Besides, if the timeout were triggered (which isn’t the case above), docker would kill the container and the Node storage wouldn’t have the time to issue any FATAL log entry at all, would it?

Alexey · October 6, 2020, 9:13pm

You can easy fix that - uncomment the debug.addr: option in the config.yaml, specify port (5999 for example)

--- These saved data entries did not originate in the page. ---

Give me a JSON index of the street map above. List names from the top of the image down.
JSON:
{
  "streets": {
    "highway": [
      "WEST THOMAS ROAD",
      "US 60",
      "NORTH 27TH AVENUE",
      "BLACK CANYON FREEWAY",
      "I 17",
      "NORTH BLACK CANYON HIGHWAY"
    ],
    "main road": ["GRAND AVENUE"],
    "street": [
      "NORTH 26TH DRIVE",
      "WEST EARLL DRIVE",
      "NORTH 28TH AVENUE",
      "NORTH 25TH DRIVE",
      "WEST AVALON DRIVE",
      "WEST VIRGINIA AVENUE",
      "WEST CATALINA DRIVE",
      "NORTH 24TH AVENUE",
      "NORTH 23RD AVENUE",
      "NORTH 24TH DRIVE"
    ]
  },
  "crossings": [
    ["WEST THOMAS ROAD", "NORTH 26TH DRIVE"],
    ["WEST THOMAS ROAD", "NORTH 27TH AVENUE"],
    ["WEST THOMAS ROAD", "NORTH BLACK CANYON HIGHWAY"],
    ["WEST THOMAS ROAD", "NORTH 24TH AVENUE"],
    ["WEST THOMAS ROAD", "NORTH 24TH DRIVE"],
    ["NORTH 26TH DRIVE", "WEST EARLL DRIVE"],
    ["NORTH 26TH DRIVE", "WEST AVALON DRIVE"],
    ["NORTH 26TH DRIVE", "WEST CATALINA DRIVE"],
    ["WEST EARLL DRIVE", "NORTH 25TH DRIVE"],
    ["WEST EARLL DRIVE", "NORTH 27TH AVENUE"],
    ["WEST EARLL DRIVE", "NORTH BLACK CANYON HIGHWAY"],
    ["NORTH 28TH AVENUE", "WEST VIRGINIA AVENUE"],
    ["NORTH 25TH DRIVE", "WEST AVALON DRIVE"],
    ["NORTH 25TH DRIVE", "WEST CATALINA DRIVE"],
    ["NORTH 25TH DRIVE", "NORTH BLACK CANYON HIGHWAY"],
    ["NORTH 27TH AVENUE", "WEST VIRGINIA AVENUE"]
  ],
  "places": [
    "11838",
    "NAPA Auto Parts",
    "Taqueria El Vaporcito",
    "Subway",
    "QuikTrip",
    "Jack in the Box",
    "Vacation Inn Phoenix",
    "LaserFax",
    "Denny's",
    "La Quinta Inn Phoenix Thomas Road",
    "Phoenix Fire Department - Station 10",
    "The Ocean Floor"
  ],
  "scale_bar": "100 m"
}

debug.addr: 127.0.0.1:5999

Save the config and restart the node.
If you use a docker, you can map this port to external to be able to use a debug service

Pac · October 6, 2020, 9:18pm

I don’t get how this is related to the fact a fatal error is raised when shutting down a node?

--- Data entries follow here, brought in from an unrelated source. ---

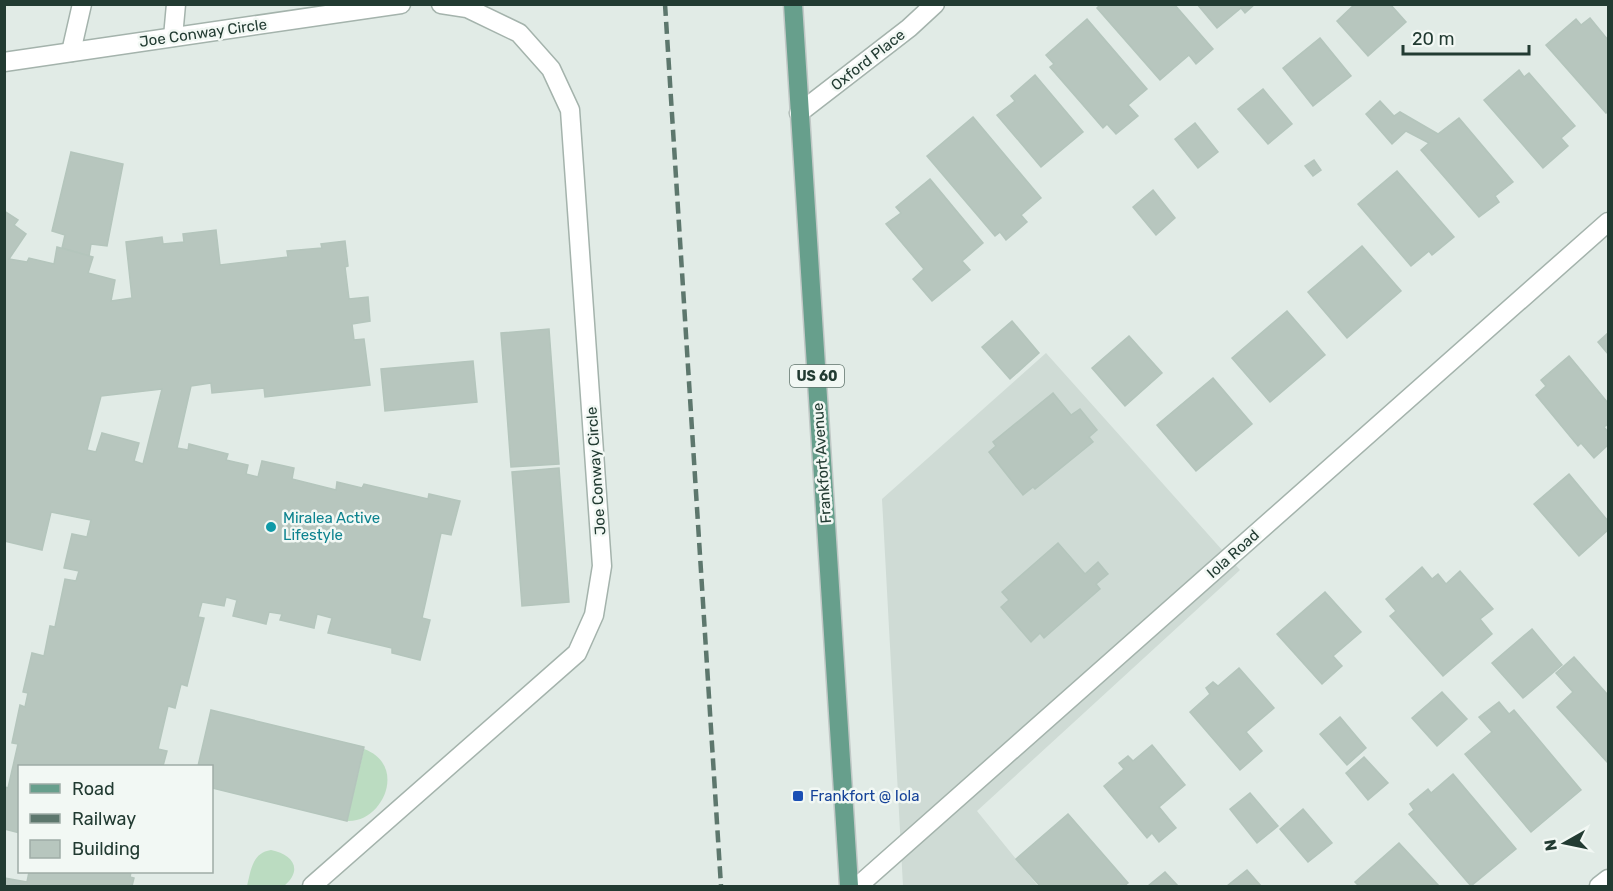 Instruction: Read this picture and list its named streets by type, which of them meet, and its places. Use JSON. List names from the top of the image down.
{
  "streets": {
    "main road": ["US 60", "Frankfort Avenue"],
    "street": ["Joe Conway Circle", "Oxford Place", "Iola Road"]
  },
  "crossings": [
    ["Oxford Place", "Frankfort Avenue"]
  ],
  "places": {
    "other": ["Miralea Active Lifestyle"],
    "transit": ["Frankfort @ Iola"]
  },
  "legend": ["Road", "Railway", "Building"],
  "scale_bar": "20 m",
  "north": "left"
}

Or do you suggest I use monkit to investigate further?

Alexey · October 6, 2020, 9:21pm

No, just specify a port
It’s :0 by default, which is invoke an error on stop of the service.

Pac · October 6, 2020, 9:29pm

Aah right! Thx!

But still, the node software could handle that scenario (no port) to avoid a scary fatal error in the logs

Alexey · October 6, 2020, 9:56pm

Yes, there is an internal issue in the backlog

kevink · October 7, 2020, 4:51am

I have this in my config.yaml and port rule in docker run:

debug.addr: :7777

I still get a FATAL error on shutdown.

nerdatwork · October 7, 2020, 4:54am

IIRC the port was changed to 5999 after API endpoints were changed.

kevink · October 7, 2020, 4:56am

This config is to specify the port. (which works btw) It doesn’t need to be 5999

nerdatwork · October 7, 2020, 4:59am

I have this set when the guide was updated yet I still see FATAL error when container is stopped gracefully.

Alexey · October 7, 2020, 6:44am

It is just should not be 7777 (if I remember correctly it is a default port for the server, if not specified)

Alexey · October 7, 2020, 6:46am

So, you have specified a debug port and the line is uncommented and you still have such error on shutdown?

nerdatwork · October 7, 2020, 7:47am

Yes.

Alexey · October 7, 2020, 8:23am

Thanks for confirmation!
Updated an issue that workaround doesn’t work anymore.